A Well-Defined Operations Process Minimizes Errors
It is important to have a well-defined and clear understanding of our automation code when performing operations on many servers at once. One small error could impact thousands of customers, and leave their application with more downtime than necessary.
Here's how we perform a fleet-wide Redis patch:
- We create a new server image that includes all the changes we need to roll out (security patches, OS upgrades, configuration updates, etc.). We test this image, review the results, and then flag it for release.
- We replace all High Availability standbys with new ones that use the updated image.
- Once all standbys are patched:
- We schedule maintenance for all our customers on paid databases plans; these maintenances are scheduled in their next maintenance window, with a warning of at least three business days. Customers can wait for the scheduled maintenance or run the maintenance ahead of the scheduled time if desired.
- Ensure the standby is in sync with the primary. This ensures that we do not lose data due to faulty replication. We watch for the correct functioning of a High Availability standby at all times during its lifetime. We page an operator in the rare event of a replication failure that goes unresolved for too long.
- Break the replication link. This means the standby is no longer following the primary, and is now capable of accepting writes.

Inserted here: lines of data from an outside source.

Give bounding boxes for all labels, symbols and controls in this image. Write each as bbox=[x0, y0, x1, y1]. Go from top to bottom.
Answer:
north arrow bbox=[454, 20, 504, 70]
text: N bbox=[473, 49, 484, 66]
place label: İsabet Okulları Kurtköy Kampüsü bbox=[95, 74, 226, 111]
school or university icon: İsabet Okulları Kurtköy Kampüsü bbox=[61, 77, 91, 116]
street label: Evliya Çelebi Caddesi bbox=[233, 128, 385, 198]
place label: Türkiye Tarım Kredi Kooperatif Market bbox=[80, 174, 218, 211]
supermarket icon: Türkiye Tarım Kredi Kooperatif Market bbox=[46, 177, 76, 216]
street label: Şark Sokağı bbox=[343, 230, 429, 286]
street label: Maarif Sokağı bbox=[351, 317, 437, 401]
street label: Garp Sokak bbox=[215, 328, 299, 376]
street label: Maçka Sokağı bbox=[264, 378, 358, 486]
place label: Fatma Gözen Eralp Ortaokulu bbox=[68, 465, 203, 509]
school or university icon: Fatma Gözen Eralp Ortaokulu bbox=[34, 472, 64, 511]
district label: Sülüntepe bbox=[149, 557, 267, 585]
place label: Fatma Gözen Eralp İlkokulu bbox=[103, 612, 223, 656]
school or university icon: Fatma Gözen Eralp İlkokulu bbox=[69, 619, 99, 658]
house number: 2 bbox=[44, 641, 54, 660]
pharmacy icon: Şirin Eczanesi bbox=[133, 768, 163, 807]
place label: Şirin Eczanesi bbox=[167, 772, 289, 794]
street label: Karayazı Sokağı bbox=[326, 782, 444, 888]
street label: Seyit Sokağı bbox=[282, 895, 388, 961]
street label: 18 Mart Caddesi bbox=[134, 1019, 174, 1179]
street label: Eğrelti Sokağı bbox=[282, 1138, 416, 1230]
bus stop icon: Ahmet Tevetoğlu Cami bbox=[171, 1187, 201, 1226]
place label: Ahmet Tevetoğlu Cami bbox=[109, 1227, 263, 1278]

- Push a release. As an addon provider, Heroku Key-Value Store updates the config vars on your application to point at the new primary.
- De-provision the old primary and create a new standby.
Customers receive an email first to notify them about the upcoming maintenance and then another to notify them of completion. Once all HA Redis instances are updated, we gradually replace all our hobby plan databases to be running on the updated image.
A Focus on Employee Health Helps Us Respond When Needed Most
Fleet rolls generally result in more pages for the on-call operator to triage. This is due to the increased likelihood of hitting edge cases we have never seen before and therefore never automated. We work hard at fixing these issues before they cause issues, it's also important to keep an eye on the health of the on-call operator for when they do.
We have a few mechanisms to help reduce fatigue and burnout on our team:
- Our fleet roll code only schedules replacement operations during the current on-call operator's business hours. This limits burnout by reducing the risk of the fleet roll waking them up at night.
- Our control plane software automatically manages all fleet rolls. We determine a safe concurrency level to prevent too much activity from happening all at once.
Outcome
In the end, we successfully completed a fleet roll for all Heroku Key-Value Store customers within five weeks of the vulnerability notification. We beat the public announcement by a week too.
We invest heavily in our people and process to make these kinds of updates both possible and predictable. In fact, we follow a similar process for the rest of Heroku Data infrastructure, including Heroku Postgres and Apache Kafka on Heroku. It's all part of our commitment to provide you with the best possible service.
If we do our job well, you won't notice any of this effort, but we take pride in that too.